Task directions>
Keep every word of the listing and reproduce it exactly, but set aside any image found there.

====

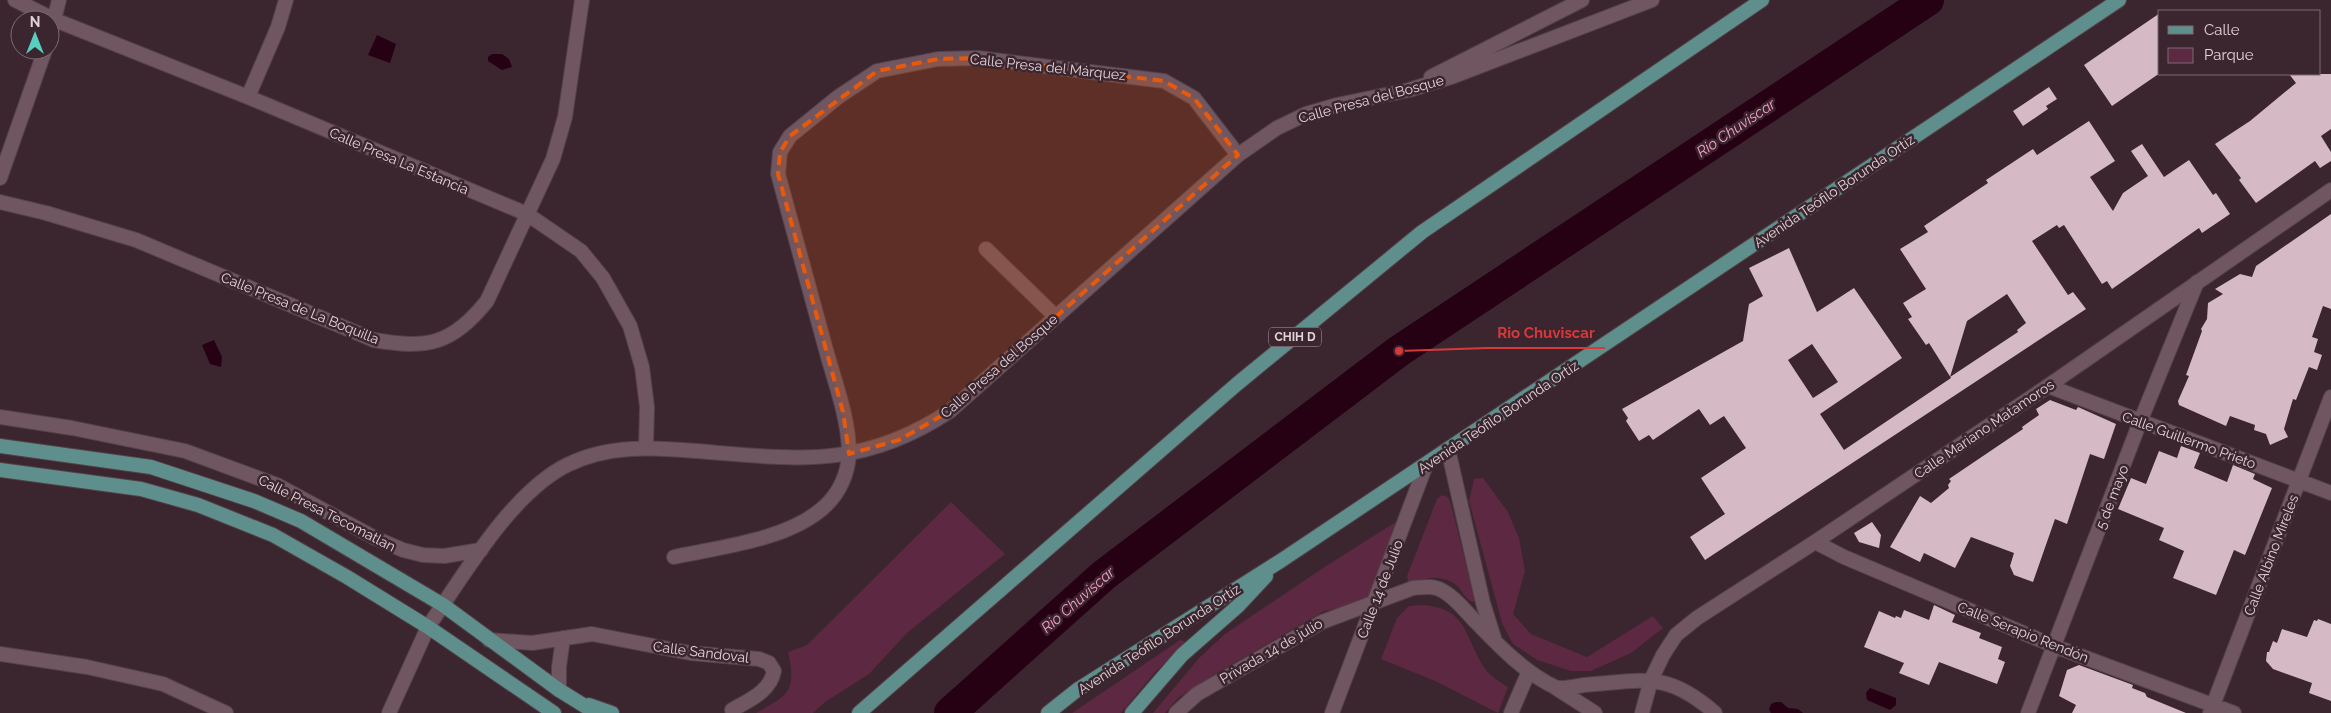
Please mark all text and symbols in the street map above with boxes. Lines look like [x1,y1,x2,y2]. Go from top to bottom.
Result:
north arrow [10,10,60,60]
legend [2158,10,2321,75]
text: N [30,14,40,30]
text: Calle [2204,21,2240,39]
text: Parque [2204,46,2254,64]
street label: Calle Presa del Márquez [969,51,1127,83]
street label: Calle Presa del Bosque [1297,72,1445,126]
water label: Rio Chuviscar [1693,95,1780,161]
street label: Calle Presa La Estancia [327,124,471,198]
street label: Avenida Teófilo Borunda Ortíz [1751,131,1917,251]
street label: Calle Presa de La Boquilla [219,269,381,347]
street label: Calle Presa del Bosque [937,311,1061,421]
callout: Rio Chuviscar [1487,318,1605,348]
text: Rio Chuviscar [1497,324,1595,342]
road number: CHIH D [1269,328,1321,347]
street label: Avenida Teófilo Borunda Ortíz [1415,357,1581,477]
street label: Calle Mariano Matamoros [1911,376,2057,482]
street label: Calle Guillermo Prieto [2120,408,2258,472]
street label: 5 de mayo [2092,463,2132,531]
street label: Calle Presa Tecomatlan [256,471,398,555]
street label: Calle Albino Mireles [2241,492,2302,618]
street label: Calle 14 de Julio [1354,538,1406,640]
water label: Rio Chuviscar [1038,563,1119,637]
street label: Avenida Teófilo Borunda Ortíz [1075,580,1243,698]
street label: Calle Serapio Rendón [1955,598,2091,666]
street label: Privada 14 de julio [1217,615,1325,687]
street label: Calle Sandoval [652,638,750,666]

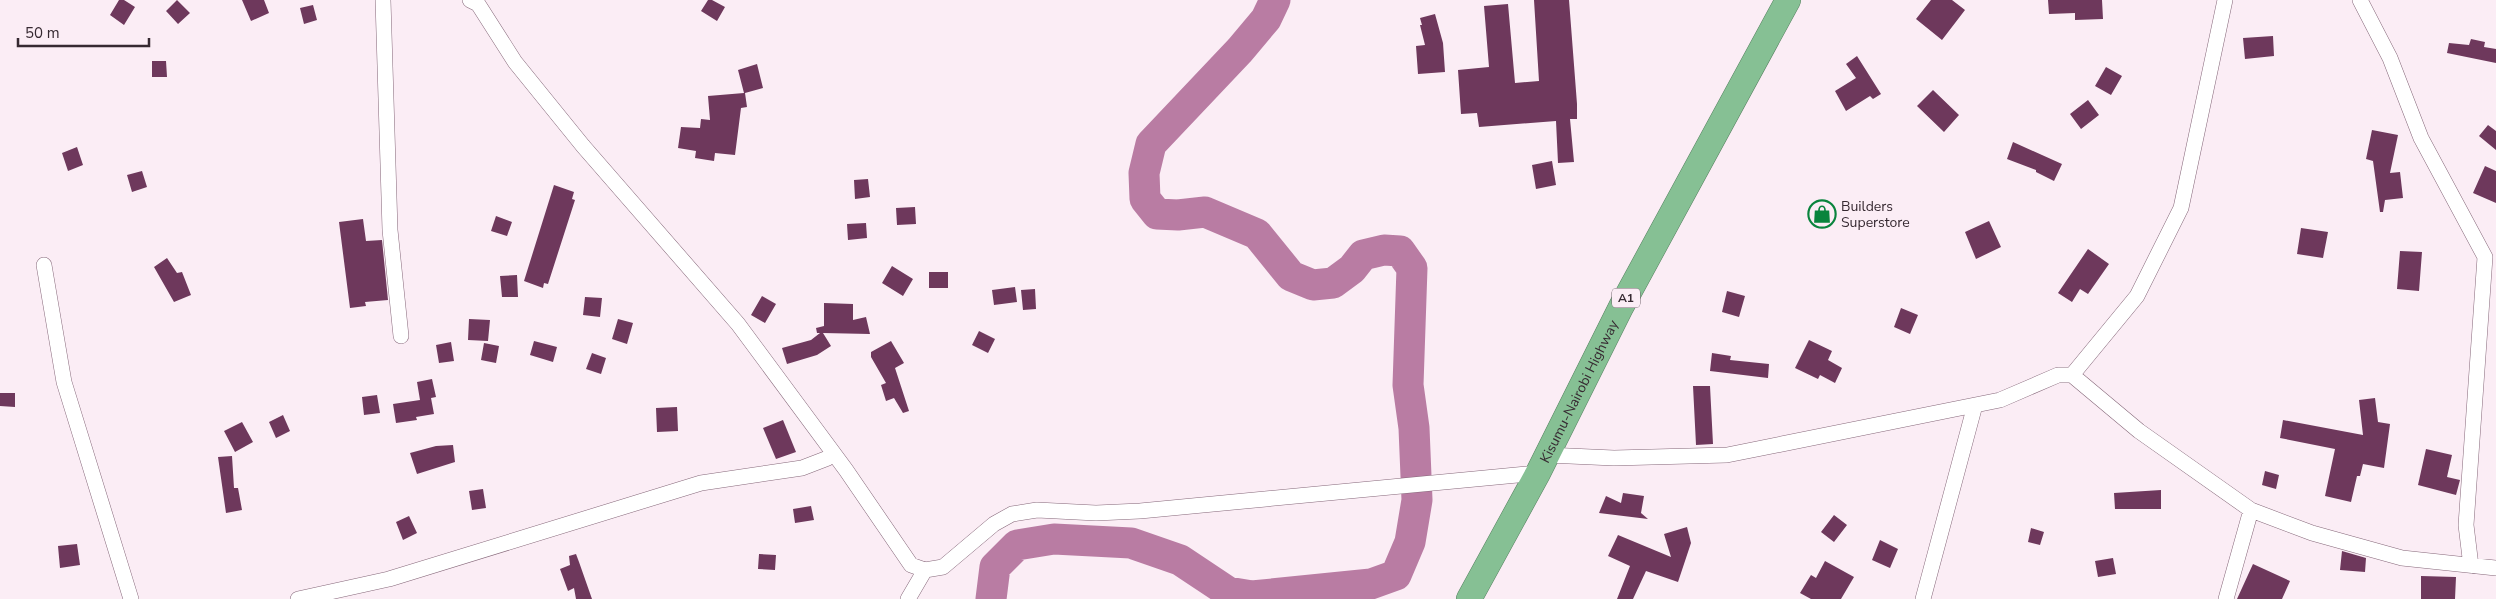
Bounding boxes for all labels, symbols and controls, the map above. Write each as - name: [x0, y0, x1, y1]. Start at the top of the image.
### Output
- scale bar: [18, 15, 149, 47]
- text: 50 m: [25, 23, 60, 43]
- place label: Builders Superstore: [1841, 197, 1910, 232]
- shop icon: Builders Superstore: [1807, 199, 1837, 229]
- road number: A1: [1612, 288, 1640, 308]
- street label: Kisumu-Nairobi Highway: [1536, 316, 1623, 466]

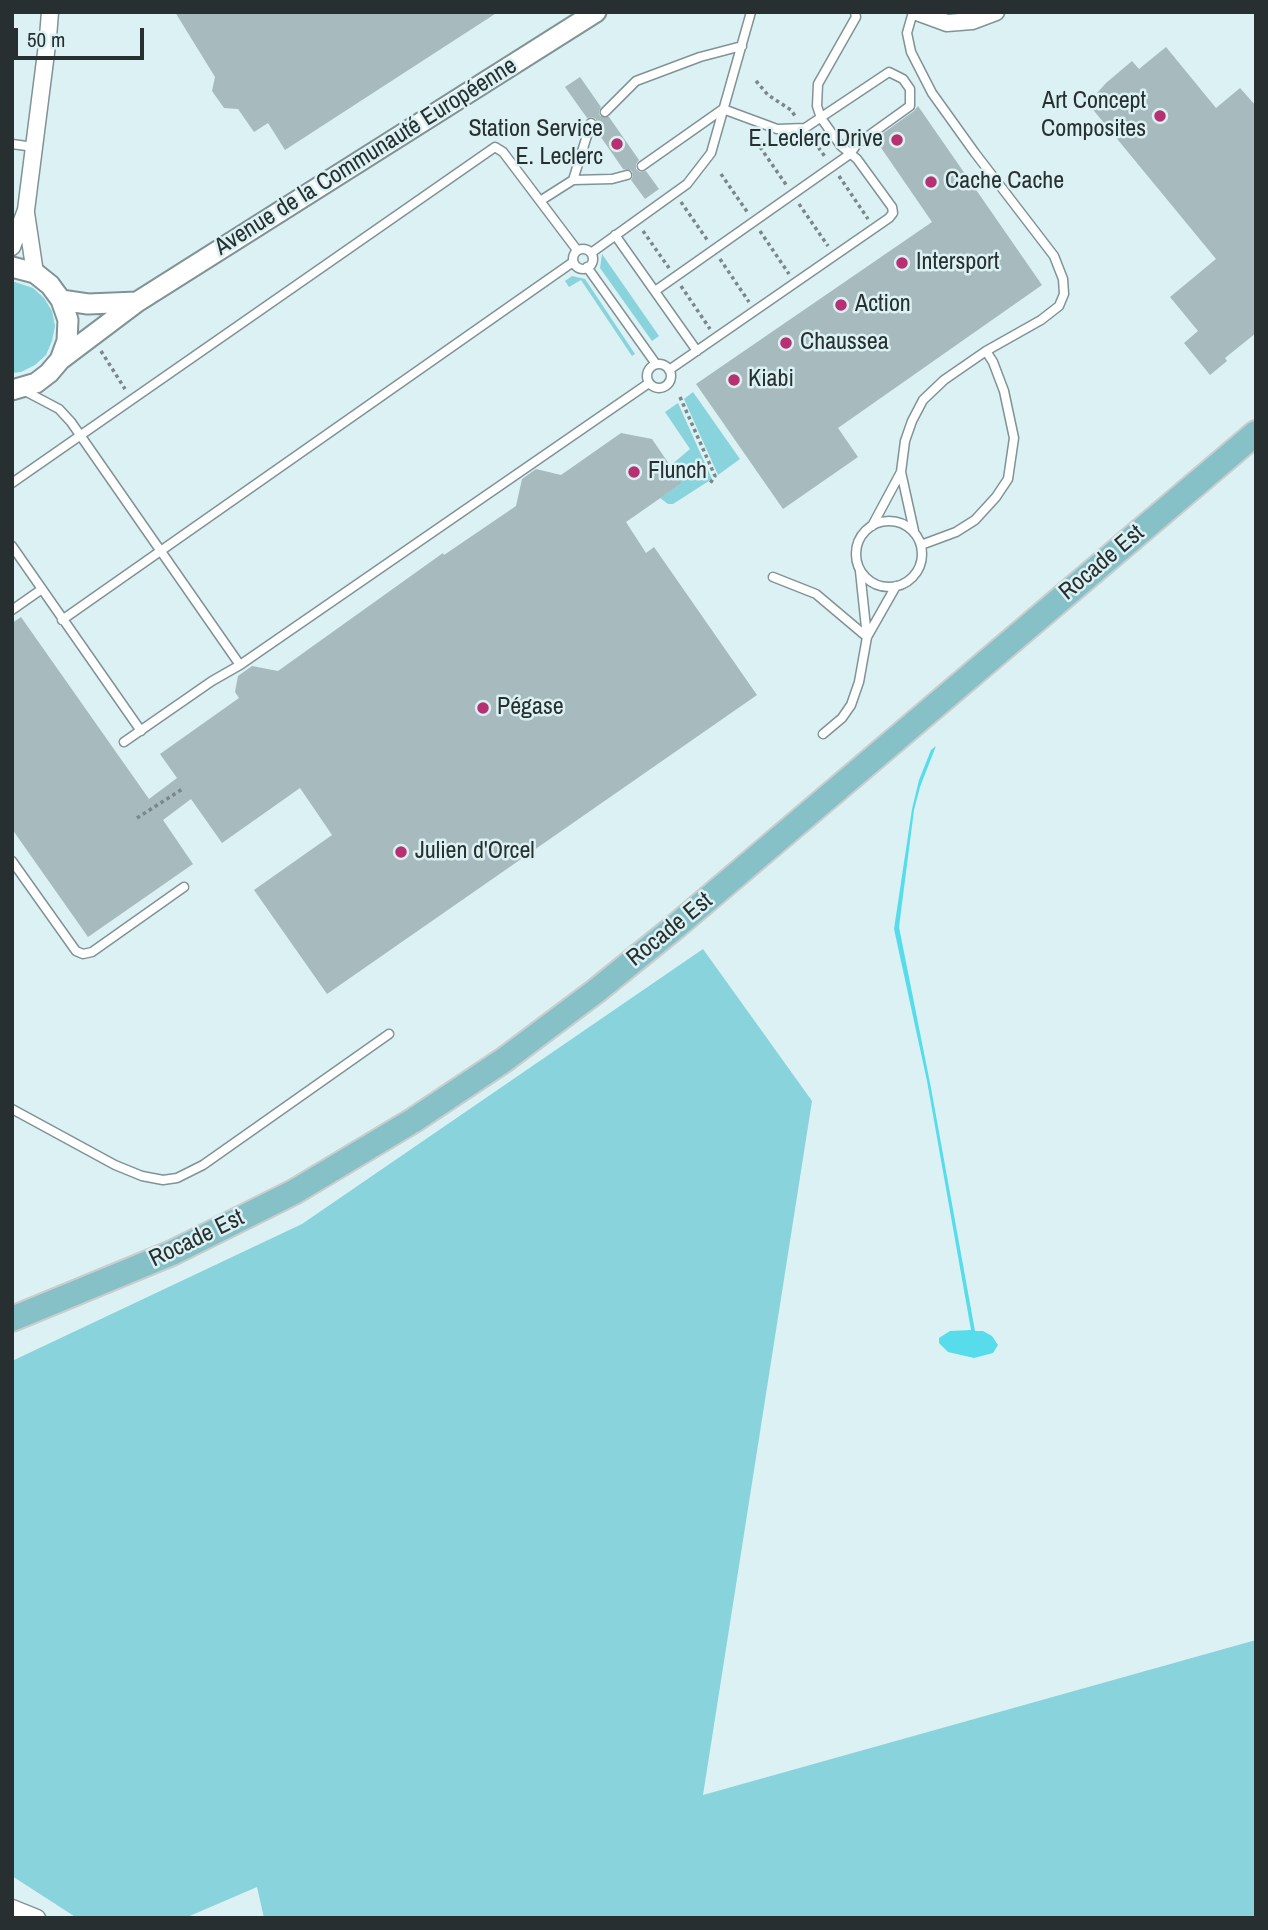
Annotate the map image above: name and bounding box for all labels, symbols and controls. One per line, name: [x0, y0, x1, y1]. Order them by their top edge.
scale bar: [18, 14, 147, 58]
text: 50 m: [27, 25, 65, 54]
street label: Avenue de la Communauté Européenne: [210, 52, 522, 262]
place label: Art Concept Composites: [1041, 88, 1146, 144]
marker: Art Concept Composites: [1152, 108, 1168, 124]
place label: Station Service E. Leclerc: [468, 116, 603, 172]
place label: E.Leclerc Drive: [748, 126, 883, 154]
marker: E.Leclerc Drive: [889, 132, 905, 148]
marker: Station Service E. Leclerc: [609, 136, 625, 152]
place label: Cache Cache: [945, 168, 1064, 196]
marker: Cache Cache: [923, 174, 939, 190]
place label: Intersport: [916, 249, 999, 277]
marker: Intersport: [894, 255, 910, 271]
place label: Action: [855, 291, 911, 319]
marker: Action: [833, 297, 849, 313]
place label: Chaussea: [800, 329, 889, 357]
marker: Chaussea: [778, 335, 794, 351]
place label: Kiabi: [748, 366, 794, 394]
marker: Kiabi: [726, 372, 742, 388]
place label: Flunch: [648, 458, 707, 486]
marker: Flunch: [626, 464, 642, 480]
street label: Rocade Est: [1054, 519, 1150, 607]
place label: Pégase: [497, 694, 564, 722]
marker: Pégase: [475, 700, 491, 716]
place label: Julien d'Orcel: [415, 838, 535, 866]
marker: Julien d'Orcel: [393, 844, 409, 860]
street label: Rocade Est: [621, 887, 719, 973]
street label: Rocade Est: [145, 1204, 249, 1274]

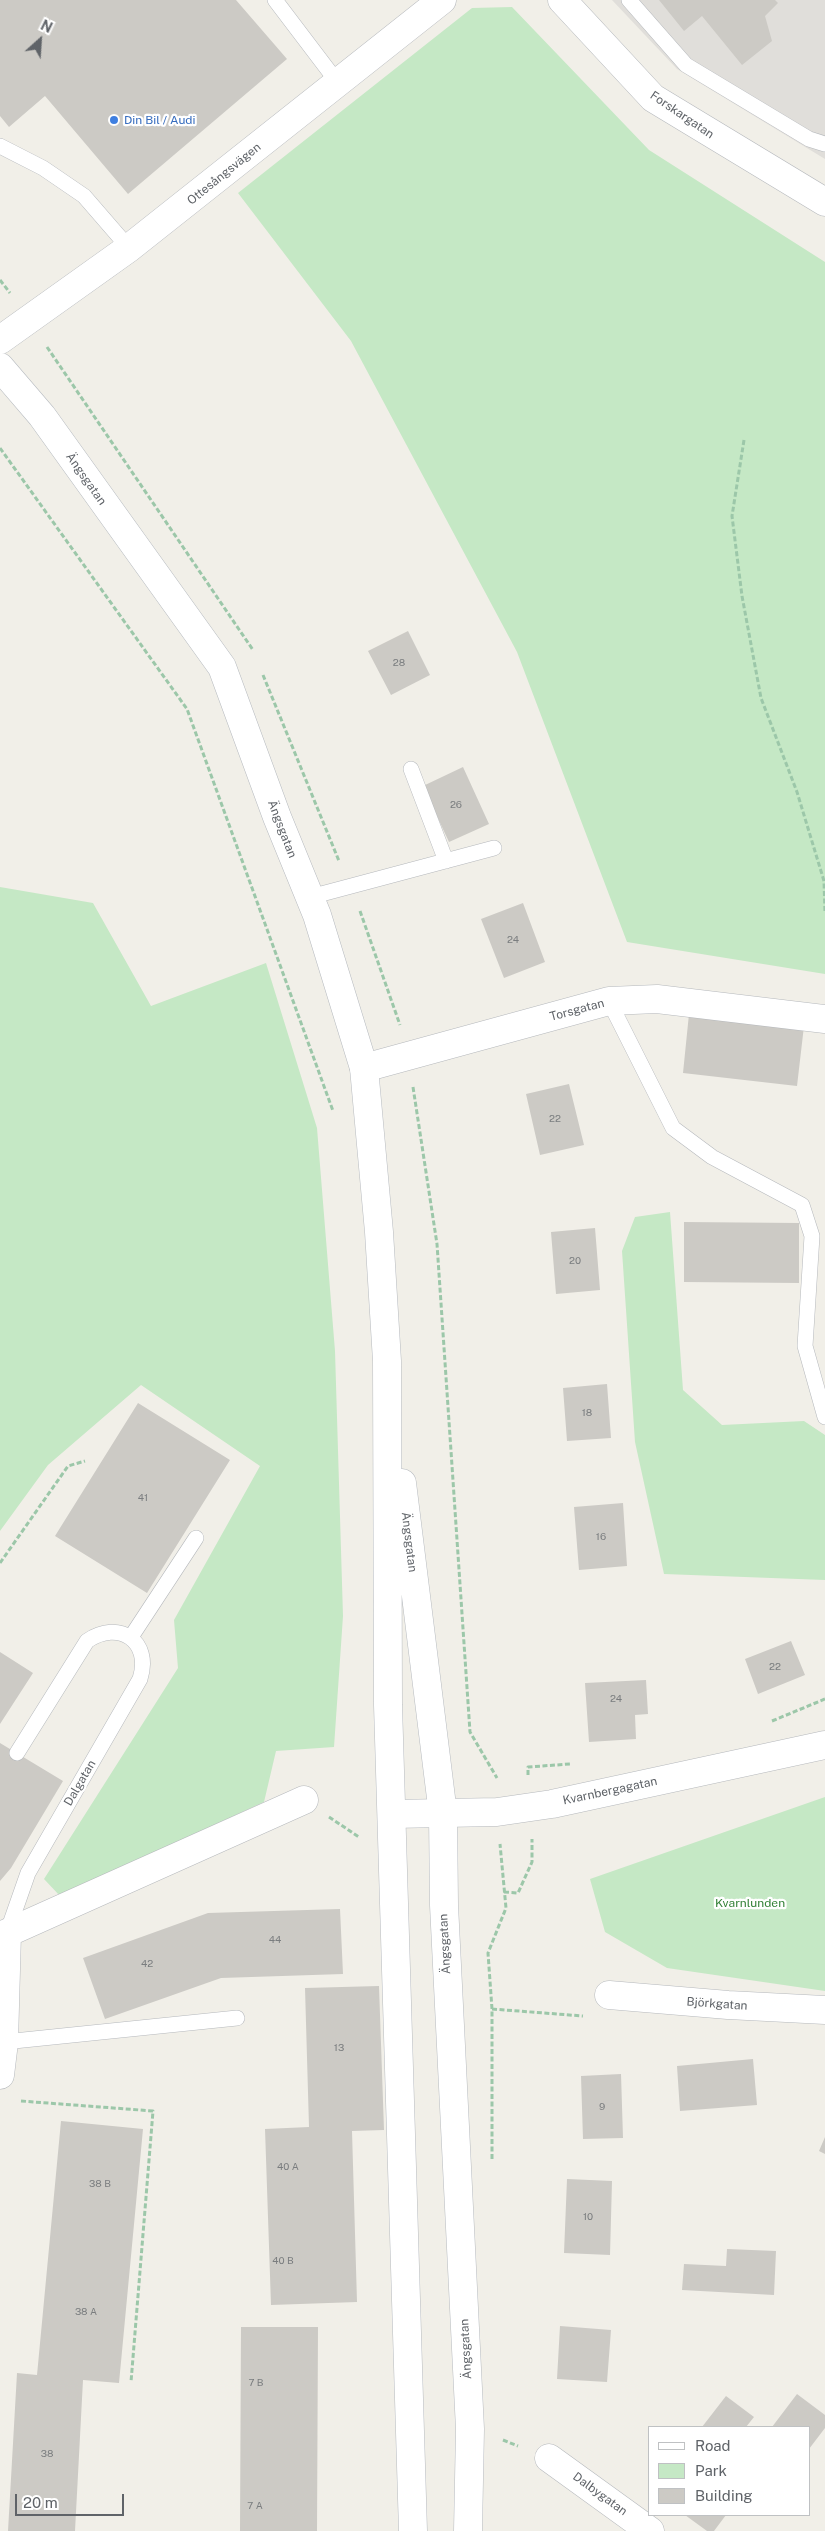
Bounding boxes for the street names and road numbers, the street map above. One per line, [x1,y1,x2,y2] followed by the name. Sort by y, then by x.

====

Worked solution>
Please mark all text and symbols in the street map above with boxes. Lines look like [x1,y1,x2,y2]. Go from top to bottom.
Result:
north arrow [10,10,60,60]
legend [2158,10,2321,75]
text: N [30,14,40,30]
text: Calle [2204,21,2240,39]
text: Parque [2204,46,2254,64]
street label: Calle Presa del Márquez [969,51,1127,83]
street label: Calle Presa del Bosque [1297,72,1445,126]
water label: Rio Chuviscar [1693,95,1780,161]
street label: Calle Presa La Estancia [327,124,471,198]
street label: Avenida Teófilo Borunda Ortíz [1751,131,1917,251]
street label: Calle Presa de La Boquilla [219,269,381,347]
street label: Calle Presa del Bosque [937,311,1061,421]
callout: Rio Chuviscar [1487,318,1605,348]
text: Rio Chuviscar [1497,324,1595,342]
road number: CHIH D [1269,328,1321,347]
street label: Avenida Teófilo Borunda Ortíz [1415,357,1581,477]
street label: Calle Mariano Matamoros [1911,376,2057,482]
street label: Calle Guillermo Prieto [2120,408,2258,472]
street label: 5 de mayo [2092,463,2132,531]
street label: Calle Presa Tecomatlan [256,471,398,555]
street label: Calle Albino Mireles [2241,492,2302,618]
street label: Calle 14 de Julio [1354,538,1406,640]
water label: Rio Chuviscar [1038,563,1119,637]
street label: Avenida Teófilo Borunda Ortíz [1075,580,1243,698]
street label: Calle Serapio Rendón [1955,598,2091,666]
street label: Privada 14 de julio [1217,615,1325,687]
street label: Calle Sandoval [652,638,750,666]

Bounding boxes for all labels, symbols and controls, the map above. Write each as - name: [x0, y0, x1, y1]. Start at the top of the image.
### Output
- scale bar: [18, 15, 149, 47]
- text: 50 m: [25, 23, 60, 43]
- place label: Builders Superstore: [1841, 197, 1910, 232]
- shop icon: Builders Superstore: [1807, 199, 1837, 229]
- road number: A1: [1612, 288, 1640, 308]
- street label: Kisumu-Nairobi Highway: [1536, 316, 1623, 466]

Annotate the map image above: name and bounding box for all labels, symbols and controls. One per line, name: [x0, y0, x1, y1]. Order them by their top edge.
scale bar: [18, 14, 147, 58]
text: 50 m: [27, 25, 65, 54]
street label: Avenue de la Communauté Européenne: [210, 52, 522, 262]
place label: Art Concept Composites: [1041, 88, 1146, 144]
marker: Art Concept Composites: [1152, 108, 1168, 124]
place label: Station Service E. Leclerc: [468, 116, 603, 172]
place label: E.Leclerc Drive: [748, 126, 883, 154]
marker: E.Leclerc Drive: [889, 132, 905, 148]
marker: Station Service E. Leclerc: [609, 136, 625, 152]
place label: Cache Cache: [945, 168, 1064, 196]
marker: Cache Cache: [923, 174, 939, 190]
place label: Intersport: [916, 249, 999, 277]
marker: Intersport: [894, 255, 910, 271]
place label: Action: [855, 291, 911, 319]
marker: Action: [833, 297, 849, 313]
place label: Chaussea: [800, 329, 889, 357]
marker: Chaussea: [778, 335, 794, 351]
place label: Kiabi: [748, 366, 794, 394]
marker: Kiabi: [726, 372, 742, 388]
place label: Flunch: [648, 458, 707, 486]
marker: Flunch: [626, 464, 642, 480]
street label: Rocade Est: [1054, 519, 1150, 607]
place label: Pégase: [497, 694, 564, 722]
marker: Pégase: [475, 700, 491, 716]
place label: Julien d'Orcel: [415, 838, 535, 866]
marker: Julien d'Orcel: [393, 844, 409, 860]
street label: Rocade Est: [621, 887, 719, 973]
street label: Rocade Est: [145, 1204, 249, 1274]

Bounding boxes for the street names and road numbers, the street map above. One per line, [x1,y1,x2,y2] followed by the name. Sort by y, then by x.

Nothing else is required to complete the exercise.